Grumpy Monkey said above: "scan -> pdf -> ocr -> evernote"

Is there a separate step for OCR?

I use a "Neat NeatReceipts" scanner and scan all documents as .pdf into a desktop folder that is monitored and automatically imported by Evernote.

So my routine is: "scan -> pdf -> evernote". I (perhaps wrongly) assume that Evernote takes care of the OCR as it brings the documents from the folder to Evernote.

Am I wrong??

Tom

I follow the same route as GrumpyMonkey with a ScanSnap scanner.
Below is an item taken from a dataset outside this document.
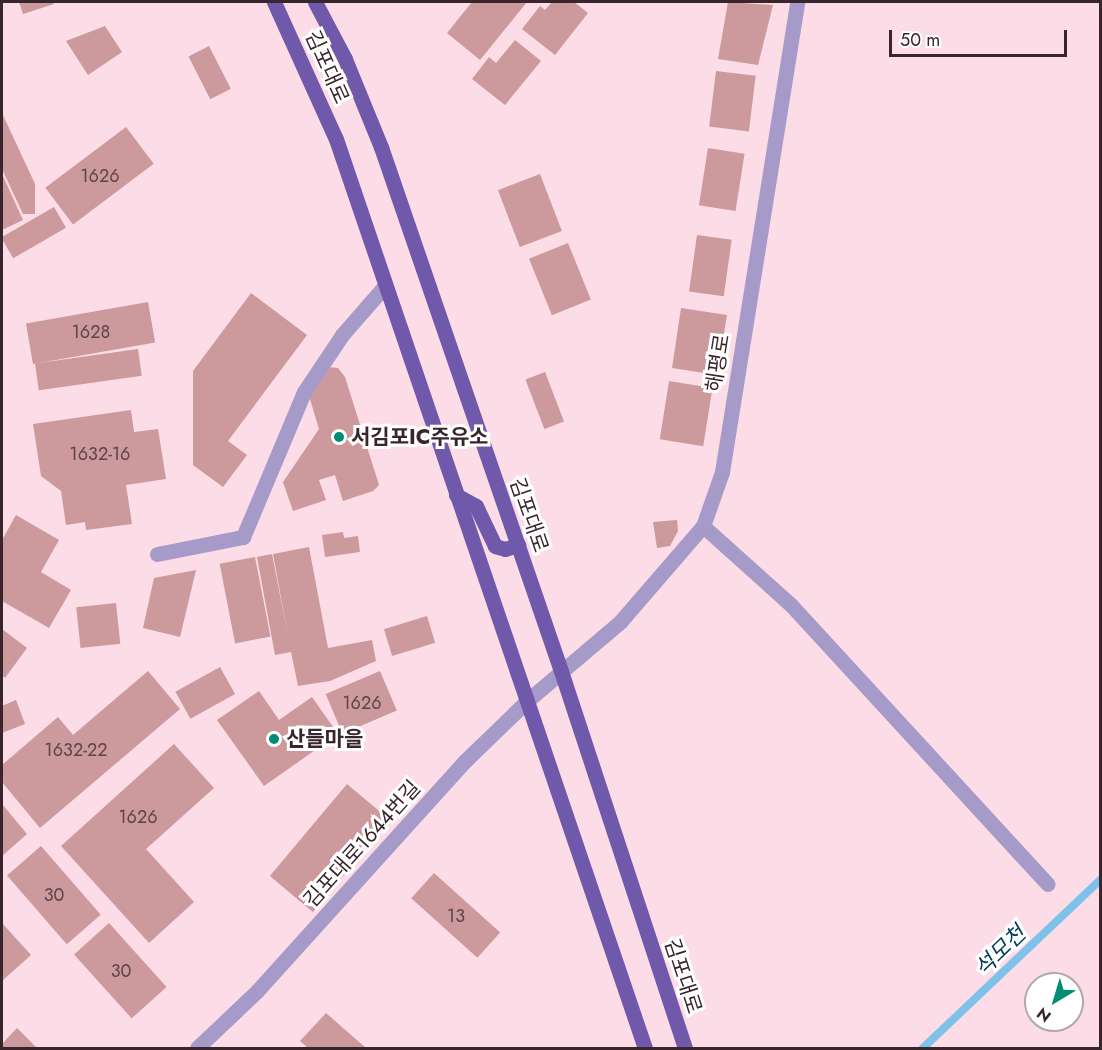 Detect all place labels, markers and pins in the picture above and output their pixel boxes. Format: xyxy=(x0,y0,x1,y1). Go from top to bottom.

That is I disable the in-built OCR and scan to folder. For a few reasons:

1) When the ScanSnap software do the OCR-thing, you have to wait until it's finished before you can load more papers into the scanner. If you have many large documents (i.e. many pages) to scan it is more efficient to keep the scanner going and use some other software to do the OCR on the PDFs that's been already created.

2) By scanning to a folder first instead of directly to Evernote, I am also more efficient with the 1Gb upload allowance, since I can go trough the documents and check for pages that needs rotating or deleting or whatever before uploading saving me from cost of the changes in terms of bytes.

3) If you want to be able to copy and paste text from a .pdf (which I do most of the time) Evernote's OCR is not sufficient for me.

4) I scan a lot of documents in Danish for which ScanSnap does not have support. Not sure it's a big deal, but since PDFpen has, I might as well use that instead.

Of course, for smaller documents (letters, receipts, whatnot) I'll just scan directly to Evernote with no external OCR.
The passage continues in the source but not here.